__YOUR INSTRUCTIONS__: Lines below that include "lists" are the answer; copy each one.

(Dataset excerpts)
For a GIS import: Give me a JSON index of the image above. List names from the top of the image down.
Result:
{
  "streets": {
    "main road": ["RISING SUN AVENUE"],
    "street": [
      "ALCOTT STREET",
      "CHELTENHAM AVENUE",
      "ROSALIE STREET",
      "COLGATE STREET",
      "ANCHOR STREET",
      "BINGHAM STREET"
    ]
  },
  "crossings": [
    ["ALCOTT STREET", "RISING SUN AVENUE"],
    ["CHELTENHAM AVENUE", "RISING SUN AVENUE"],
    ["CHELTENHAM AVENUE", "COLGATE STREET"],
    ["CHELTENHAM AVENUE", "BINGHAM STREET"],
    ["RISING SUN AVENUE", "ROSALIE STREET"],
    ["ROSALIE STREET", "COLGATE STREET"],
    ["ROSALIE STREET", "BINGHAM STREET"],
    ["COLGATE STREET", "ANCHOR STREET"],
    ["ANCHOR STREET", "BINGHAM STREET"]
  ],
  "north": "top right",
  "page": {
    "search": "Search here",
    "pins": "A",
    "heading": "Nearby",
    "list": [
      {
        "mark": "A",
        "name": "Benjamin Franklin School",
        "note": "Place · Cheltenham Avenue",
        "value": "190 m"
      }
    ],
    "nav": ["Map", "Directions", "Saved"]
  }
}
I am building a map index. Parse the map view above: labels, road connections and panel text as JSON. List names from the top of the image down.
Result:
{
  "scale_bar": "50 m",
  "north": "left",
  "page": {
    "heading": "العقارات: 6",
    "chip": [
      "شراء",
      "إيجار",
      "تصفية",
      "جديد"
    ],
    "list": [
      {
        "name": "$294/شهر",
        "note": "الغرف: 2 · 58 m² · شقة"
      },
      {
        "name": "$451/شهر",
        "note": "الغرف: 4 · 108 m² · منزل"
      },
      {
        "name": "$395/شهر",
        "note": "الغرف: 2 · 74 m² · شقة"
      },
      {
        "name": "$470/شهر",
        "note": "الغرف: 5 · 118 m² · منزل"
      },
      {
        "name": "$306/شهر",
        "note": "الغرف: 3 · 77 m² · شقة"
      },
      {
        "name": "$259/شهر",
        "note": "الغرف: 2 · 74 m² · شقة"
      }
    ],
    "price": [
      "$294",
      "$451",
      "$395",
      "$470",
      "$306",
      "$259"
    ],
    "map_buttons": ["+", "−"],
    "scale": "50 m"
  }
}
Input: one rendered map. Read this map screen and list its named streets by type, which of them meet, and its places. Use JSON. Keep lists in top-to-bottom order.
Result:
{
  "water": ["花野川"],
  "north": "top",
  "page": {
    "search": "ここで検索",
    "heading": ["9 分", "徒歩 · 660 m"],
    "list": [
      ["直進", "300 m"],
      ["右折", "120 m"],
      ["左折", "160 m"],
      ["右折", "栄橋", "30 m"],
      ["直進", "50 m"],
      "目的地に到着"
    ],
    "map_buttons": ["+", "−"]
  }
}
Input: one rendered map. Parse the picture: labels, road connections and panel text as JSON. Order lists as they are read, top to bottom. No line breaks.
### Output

__EXERCISE RESULT__:
Input: one rendered map. Read this map screen and list its named streets by type, which of them meet, and its places. Use JSON. Keep lists in top-to-bottom order.
Input: one rendered map. Parse the picture: labels, road connections and panel text as JSON. Order lists as they are read, top to bottom. No line breaks.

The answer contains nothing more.